HBCUs in spotlight as MLB eyes Black American talent
Major League Baseball, hoping to reverse a talent drain of African American players, is backing the Black College World Series for the first time this year.
Why it matters: MLB's sponsorship of the event, which starts Wednesday, is one way the league is attempting to dispel years of criticism over the lack of non-Latino Black players.
- Last year was the first time since 1950 that no U.S.-born Black players played in the MLB World Series.
By the numbers: Black American players account for 6.2% of 2023 overall rosters as of opening day, down from 7.2% last year and 18% in 1991, according to the league and a report from The Institute for Diversity and Ethics in Sport.
- Latino players are 30% on rosters, though it's unclear how many are Afro-Latino.
Between the lines: It's unclear if there are any prospects playing in the Black College World Series but MLB is hoping exposure may change that.

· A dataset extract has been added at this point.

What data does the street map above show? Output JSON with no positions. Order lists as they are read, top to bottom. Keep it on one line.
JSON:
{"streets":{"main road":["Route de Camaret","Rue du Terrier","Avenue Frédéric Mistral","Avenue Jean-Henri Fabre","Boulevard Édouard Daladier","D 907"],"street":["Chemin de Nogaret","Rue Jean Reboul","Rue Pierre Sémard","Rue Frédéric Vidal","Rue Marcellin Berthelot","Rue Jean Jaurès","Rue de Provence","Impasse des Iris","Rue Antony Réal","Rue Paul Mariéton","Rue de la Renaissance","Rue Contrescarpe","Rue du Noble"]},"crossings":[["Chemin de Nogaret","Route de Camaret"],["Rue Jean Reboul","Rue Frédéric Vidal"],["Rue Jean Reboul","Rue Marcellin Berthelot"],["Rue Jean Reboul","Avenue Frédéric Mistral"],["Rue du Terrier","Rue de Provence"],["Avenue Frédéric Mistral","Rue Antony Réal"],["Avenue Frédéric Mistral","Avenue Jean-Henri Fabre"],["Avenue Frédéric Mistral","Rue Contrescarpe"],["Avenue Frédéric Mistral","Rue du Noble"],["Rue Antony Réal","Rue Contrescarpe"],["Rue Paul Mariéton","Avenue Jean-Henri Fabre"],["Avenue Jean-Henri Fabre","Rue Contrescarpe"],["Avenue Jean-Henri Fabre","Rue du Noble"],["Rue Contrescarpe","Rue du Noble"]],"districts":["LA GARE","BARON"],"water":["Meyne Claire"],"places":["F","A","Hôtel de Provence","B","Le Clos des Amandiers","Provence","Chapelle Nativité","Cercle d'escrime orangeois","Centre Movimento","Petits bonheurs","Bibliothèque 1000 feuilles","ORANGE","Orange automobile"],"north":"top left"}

- No alumni from Historically Black Colleges and Universities are currently on MLB rosters, a league spokesperson said.
Details: The Black College World Series features eight HBCUs that will compete May 10-13 in Montgomery, Alabama.
- Albany State, Savannah State University, Bluefield State University, Edward Waters, Miles College, Talladega College, Rust College, Wiley College and Paine College are playing in the third annual event.
Major League Baseball's backing lends the tournament credibility, Michael Coker, executive director of the Black College Championships, tells Axios in a phone interview.
- "It gives us a chance to expand and grow," said Coker.
Zoom in: The MLB-MLBPA Youth Development Foundation working with the Black College World Series is among several avenues MLB will highlight talent.
- The HBCU Swingman Classic, happening during MLB's All-Star festivities in July, will consist of 50 players selected from Historically Black colleges and universities to compete.
- The Hank Aaron Invitational will take place in late July, featuring 200 student-athletes from ages 13-18.
- The DREAM Series in January focused on off-the-field and on-field seminars for high school athletes, predominantly African American.